- ASSIGNED TASK
Consider the records below. How many of their lines include the word "translate"? State the number and nothing else.

+++ RAW DATA

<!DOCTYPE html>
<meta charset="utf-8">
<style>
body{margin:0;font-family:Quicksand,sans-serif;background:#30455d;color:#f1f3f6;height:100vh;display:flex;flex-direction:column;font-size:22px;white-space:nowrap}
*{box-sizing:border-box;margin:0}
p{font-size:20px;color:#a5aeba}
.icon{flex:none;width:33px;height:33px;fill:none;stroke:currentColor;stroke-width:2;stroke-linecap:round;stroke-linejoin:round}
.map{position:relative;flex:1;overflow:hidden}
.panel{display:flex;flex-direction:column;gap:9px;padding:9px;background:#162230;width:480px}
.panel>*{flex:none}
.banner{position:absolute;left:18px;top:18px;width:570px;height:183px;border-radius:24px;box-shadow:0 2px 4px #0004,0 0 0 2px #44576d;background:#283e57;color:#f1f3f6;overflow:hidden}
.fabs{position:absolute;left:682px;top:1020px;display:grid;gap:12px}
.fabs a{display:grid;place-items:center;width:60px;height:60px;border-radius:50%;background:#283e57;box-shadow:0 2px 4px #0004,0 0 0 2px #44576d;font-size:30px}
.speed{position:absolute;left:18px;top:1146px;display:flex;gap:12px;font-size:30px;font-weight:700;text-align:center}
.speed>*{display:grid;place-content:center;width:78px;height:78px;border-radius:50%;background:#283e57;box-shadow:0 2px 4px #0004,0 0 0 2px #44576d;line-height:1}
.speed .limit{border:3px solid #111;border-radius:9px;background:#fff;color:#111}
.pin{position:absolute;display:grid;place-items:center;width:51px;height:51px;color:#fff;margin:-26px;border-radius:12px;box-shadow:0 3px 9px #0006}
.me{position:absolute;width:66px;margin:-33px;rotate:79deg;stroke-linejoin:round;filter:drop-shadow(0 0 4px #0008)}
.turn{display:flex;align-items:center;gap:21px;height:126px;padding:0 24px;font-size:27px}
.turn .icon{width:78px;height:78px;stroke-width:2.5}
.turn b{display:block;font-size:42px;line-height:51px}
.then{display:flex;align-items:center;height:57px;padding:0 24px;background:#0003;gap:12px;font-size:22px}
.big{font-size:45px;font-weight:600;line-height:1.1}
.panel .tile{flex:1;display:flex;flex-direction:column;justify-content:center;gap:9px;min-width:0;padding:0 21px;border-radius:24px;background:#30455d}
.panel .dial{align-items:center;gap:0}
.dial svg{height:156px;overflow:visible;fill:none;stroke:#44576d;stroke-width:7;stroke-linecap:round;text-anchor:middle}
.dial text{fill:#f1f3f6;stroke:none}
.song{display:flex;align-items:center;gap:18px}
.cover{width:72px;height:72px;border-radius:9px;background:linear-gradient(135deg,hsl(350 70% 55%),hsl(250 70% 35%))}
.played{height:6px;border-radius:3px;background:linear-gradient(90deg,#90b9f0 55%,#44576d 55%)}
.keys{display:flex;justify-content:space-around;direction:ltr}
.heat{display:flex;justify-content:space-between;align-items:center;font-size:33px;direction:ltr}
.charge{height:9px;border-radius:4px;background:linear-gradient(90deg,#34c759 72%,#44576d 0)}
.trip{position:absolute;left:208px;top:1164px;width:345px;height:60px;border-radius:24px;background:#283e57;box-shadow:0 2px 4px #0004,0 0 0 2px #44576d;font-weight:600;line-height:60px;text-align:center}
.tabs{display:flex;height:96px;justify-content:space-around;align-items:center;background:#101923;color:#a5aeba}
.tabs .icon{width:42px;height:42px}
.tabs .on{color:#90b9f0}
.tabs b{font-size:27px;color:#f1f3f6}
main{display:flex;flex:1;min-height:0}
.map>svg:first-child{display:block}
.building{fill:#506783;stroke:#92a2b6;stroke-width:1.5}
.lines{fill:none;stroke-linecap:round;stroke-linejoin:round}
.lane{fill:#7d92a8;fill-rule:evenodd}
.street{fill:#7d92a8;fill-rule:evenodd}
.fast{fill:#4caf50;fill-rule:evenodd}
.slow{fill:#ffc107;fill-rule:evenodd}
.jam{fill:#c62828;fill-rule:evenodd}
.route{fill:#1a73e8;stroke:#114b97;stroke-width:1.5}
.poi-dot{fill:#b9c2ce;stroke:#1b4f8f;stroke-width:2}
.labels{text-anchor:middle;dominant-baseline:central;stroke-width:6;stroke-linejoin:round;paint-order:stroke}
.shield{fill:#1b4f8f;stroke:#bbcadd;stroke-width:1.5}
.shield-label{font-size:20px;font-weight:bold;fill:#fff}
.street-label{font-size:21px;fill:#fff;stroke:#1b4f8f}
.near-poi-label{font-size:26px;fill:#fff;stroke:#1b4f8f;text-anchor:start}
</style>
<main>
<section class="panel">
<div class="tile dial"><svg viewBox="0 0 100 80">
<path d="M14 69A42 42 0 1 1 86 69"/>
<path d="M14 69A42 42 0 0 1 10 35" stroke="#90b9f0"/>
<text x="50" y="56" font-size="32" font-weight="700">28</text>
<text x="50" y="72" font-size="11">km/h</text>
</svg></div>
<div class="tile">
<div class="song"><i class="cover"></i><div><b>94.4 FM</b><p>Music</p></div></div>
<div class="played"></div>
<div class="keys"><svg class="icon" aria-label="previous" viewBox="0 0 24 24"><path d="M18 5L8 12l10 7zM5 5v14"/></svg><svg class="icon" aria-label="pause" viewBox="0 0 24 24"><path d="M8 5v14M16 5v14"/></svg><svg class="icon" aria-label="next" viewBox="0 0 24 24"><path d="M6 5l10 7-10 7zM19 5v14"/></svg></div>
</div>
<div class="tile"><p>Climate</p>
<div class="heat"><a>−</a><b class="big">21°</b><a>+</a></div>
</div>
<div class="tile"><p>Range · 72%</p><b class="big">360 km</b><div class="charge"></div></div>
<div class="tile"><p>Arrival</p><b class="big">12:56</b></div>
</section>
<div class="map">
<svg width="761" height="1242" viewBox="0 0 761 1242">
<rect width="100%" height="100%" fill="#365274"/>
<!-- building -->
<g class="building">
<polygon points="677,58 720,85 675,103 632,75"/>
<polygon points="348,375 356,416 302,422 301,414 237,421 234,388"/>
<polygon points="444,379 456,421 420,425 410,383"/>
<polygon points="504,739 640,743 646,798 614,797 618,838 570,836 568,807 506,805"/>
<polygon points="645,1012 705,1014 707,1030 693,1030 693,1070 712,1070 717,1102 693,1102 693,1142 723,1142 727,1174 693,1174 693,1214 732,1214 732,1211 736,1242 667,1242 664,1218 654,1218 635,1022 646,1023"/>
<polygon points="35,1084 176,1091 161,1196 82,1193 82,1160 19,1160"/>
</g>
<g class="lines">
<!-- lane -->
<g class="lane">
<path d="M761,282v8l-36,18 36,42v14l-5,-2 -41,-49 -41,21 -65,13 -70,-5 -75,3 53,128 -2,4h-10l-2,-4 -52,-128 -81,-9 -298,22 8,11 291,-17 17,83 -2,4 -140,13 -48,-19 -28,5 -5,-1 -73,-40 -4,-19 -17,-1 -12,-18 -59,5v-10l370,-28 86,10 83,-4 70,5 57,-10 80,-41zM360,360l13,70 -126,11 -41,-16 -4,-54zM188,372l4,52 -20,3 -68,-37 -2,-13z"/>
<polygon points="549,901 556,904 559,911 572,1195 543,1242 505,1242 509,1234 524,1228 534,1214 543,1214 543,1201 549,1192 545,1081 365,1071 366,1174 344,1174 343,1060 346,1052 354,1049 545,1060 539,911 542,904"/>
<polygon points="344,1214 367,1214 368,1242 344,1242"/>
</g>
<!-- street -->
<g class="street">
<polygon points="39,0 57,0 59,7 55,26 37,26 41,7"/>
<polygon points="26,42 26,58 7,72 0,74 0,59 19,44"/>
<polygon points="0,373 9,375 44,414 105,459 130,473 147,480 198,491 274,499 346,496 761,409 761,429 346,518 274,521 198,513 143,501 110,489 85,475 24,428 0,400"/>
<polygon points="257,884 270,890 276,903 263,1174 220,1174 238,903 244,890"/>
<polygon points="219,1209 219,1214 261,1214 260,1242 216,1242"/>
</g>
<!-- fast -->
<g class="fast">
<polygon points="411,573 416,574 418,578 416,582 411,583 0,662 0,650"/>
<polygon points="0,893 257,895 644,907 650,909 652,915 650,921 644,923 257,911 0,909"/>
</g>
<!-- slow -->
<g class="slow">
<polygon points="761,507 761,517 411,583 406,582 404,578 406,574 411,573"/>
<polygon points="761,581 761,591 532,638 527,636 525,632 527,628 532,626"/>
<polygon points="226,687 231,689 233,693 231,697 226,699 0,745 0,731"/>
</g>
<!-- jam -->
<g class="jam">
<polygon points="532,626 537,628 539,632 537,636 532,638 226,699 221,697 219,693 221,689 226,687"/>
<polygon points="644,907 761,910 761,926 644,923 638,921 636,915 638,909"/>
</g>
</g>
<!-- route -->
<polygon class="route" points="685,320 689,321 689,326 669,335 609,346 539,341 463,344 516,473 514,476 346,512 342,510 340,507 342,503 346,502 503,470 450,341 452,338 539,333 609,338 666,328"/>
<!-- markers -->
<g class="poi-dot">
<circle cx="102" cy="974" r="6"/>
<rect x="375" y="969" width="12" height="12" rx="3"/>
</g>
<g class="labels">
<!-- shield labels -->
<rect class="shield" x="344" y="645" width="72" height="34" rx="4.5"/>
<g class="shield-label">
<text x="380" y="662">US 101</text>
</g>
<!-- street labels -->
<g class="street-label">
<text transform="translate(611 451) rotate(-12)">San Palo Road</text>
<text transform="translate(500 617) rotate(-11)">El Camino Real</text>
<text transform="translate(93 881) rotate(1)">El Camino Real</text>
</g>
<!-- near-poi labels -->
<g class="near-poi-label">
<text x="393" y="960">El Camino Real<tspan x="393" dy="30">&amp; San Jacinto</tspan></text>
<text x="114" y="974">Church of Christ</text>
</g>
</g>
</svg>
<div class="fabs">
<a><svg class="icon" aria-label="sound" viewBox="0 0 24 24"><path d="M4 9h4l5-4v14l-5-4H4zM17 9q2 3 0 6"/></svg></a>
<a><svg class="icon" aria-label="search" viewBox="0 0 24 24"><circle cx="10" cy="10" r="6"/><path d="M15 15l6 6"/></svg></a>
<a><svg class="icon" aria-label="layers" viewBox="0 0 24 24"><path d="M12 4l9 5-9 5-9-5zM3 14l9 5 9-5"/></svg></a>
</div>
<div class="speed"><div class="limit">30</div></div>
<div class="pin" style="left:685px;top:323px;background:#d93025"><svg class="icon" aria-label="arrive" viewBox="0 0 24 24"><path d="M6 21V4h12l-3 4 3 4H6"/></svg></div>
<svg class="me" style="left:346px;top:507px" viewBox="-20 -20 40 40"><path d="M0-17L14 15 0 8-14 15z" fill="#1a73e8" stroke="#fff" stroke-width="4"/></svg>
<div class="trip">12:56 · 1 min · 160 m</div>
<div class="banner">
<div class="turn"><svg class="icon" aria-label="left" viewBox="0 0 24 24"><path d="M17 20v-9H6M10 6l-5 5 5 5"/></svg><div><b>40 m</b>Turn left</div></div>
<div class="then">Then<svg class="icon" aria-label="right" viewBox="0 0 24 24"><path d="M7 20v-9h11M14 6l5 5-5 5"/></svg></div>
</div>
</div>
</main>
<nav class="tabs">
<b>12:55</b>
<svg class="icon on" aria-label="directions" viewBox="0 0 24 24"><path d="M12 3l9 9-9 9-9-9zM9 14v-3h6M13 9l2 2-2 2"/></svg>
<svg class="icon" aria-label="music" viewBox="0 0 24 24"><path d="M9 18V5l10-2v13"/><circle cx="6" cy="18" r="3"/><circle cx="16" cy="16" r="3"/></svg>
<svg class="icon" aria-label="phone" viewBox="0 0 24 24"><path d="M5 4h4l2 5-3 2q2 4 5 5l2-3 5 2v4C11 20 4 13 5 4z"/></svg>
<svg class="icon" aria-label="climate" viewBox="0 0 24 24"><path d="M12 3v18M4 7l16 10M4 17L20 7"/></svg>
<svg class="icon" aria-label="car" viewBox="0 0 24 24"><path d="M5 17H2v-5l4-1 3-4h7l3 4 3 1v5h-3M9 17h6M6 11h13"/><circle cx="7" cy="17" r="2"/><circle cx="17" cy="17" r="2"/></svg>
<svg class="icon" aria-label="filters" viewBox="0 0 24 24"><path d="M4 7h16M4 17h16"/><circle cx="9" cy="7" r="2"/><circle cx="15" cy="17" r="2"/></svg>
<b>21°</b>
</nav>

++++++

- SOLUTION TO THIS EXERCISE
3